In der Bilanz zum 31.12.01 ist noch keine Ausschüttungsverbindlichkeit auszuweisen, da der Ausschüttungsbeschluss zum maßgebenden Stichtag 31.12.01 noch nicht gefasst war. Zu den Stichtagen 31.12.02 und 31.12.03 ist jedoch eine Ausschüttungsverbindlichkeit in Handels- und Steuerbilanz zu passivieren.
Anders als für die nicht abgeflossene verdeckte Gewinnausschüttung enthält das Gesetz für diese Fälle keine ausdrückliche Regelung.

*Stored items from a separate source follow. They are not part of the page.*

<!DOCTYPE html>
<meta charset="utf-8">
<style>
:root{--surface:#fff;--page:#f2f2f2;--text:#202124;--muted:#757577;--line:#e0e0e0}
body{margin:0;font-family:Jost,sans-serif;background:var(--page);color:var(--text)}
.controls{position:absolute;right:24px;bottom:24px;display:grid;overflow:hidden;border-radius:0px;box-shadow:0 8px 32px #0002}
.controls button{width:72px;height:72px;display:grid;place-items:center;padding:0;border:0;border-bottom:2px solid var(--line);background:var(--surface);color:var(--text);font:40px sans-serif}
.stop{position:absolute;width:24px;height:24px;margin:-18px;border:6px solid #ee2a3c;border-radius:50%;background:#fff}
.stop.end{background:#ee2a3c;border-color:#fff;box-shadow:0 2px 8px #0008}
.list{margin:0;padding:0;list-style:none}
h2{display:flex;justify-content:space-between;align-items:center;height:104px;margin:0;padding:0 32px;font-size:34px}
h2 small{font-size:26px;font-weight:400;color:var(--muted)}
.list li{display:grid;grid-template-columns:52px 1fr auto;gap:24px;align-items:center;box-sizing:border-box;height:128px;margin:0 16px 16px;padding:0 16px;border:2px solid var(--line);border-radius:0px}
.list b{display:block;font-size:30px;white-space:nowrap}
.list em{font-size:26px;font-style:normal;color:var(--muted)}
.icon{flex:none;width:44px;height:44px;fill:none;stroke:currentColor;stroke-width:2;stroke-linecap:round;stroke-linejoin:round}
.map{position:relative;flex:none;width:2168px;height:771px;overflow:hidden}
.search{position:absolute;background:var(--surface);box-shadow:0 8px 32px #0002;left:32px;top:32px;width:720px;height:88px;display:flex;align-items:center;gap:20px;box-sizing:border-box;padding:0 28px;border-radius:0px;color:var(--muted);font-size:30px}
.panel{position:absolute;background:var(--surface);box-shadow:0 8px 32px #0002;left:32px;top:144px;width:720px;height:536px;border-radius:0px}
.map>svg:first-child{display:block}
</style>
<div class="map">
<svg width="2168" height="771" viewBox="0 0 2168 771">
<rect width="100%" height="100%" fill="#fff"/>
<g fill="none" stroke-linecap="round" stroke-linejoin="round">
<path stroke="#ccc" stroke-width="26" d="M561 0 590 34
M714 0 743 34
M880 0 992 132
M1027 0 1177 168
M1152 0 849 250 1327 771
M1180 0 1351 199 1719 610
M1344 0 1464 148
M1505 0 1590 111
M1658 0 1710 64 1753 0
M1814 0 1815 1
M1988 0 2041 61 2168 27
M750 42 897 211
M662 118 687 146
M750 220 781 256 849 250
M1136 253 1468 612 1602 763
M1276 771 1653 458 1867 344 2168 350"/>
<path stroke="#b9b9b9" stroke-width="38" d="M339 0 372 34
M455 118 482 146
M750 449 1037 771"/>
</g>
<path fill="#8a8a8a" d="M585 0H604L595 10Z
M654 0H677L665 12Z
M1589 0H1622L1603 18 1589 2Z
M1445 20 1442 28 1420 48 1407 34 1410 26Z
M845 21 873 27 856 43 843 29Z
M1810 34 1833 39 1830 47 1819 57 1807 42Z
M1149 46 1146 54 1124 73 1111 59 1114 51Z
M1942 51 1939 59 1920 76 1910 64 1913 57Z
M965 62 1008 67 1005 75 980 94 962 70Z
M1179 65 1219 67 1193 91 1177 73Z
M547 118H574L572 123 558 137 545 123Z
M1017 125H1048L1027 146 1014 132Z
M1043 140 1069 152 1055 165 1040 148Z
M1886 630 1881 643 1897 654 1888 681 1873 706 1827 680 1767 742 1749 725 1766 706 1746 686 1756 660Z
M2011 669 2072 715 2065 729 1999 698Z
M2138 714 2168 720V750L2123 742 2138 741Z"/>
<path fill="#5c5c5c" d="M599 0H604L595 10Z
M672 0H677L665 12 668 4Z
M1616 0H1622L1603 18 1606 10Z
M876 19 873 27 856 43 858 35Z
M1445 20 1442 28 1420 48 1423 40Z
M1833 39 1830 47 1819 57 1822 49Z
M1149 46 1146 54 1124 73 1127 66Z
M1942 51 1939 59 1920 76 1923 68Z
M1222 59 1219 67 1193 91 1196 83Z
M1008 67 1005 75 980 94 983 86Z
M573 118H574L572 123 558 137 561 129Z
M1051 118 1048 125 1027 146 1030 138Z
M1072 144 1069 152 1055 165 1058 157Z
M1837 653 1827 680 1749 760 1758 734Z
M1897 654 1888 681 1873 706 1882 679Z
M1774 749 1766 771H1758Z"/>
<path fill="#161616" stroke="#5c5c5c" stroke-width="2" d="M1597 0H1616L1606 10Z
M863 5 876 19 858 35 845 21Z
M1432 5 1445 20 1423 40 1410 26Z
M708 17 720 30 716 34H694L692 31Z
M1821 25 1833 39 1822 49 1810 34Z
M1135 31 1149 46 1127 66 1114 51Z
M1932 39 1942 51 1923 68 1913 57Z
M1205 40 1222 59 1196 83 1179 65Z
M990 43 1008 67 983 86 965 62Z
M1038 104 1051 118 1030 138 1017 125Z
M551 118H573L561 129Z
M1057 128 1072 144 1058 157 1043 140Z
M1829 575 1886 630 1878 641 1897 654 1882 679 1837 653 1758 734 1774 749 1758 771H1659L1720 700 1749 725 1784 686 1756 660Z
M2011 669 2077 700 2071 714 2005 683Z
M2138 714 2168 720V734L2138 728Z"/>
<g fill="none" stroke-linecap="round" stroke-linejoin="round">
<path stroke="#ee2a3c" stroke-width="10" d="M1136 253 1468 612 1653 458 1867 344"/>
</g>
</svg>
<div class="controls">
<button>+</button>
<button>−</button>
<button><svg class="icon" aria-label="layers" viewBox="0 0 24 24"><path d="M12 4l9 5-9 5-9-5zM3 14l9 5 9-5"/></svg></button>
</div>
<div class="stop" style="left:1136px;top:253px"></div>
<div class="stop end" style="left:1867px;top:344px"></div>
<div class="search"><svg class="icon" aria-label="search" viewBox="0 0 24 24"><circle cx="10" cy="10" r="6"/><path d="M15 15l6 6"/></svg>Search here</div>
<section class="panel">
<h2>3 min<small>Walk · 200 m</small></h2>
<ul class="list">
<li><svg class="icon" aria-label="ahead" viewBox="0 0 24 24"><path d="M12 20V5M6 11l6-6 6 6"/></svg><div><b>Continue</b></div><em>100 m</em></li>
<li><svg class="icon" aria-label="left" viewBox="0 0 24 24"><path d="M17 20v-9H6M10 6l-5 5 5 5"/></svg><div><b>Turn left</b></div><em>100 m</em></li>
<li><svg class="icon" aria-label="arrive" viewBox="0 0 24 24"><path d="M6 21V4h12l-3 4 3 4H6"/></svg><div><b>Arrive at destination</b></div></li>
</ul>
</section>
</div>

Auszugehen ist davon, dass die Gewinnausschüttung das verwendbare Eigenkapital erst bei ihrem Abfluss mindert (vgl. § 30 Rz. 204). Zum Schluss desjenigen Jahres, für das die Ausschüttung erfolgt, kann daher das verwendbare Eigenkapital noch nicht gemindert sein. Da auch bilanzrechtlich keine Minderung durch die Passivierung der Ausschüttungsverbindlichkeit eingetreten ist, stimmen Bilanz und Gliederungsrechnung überein.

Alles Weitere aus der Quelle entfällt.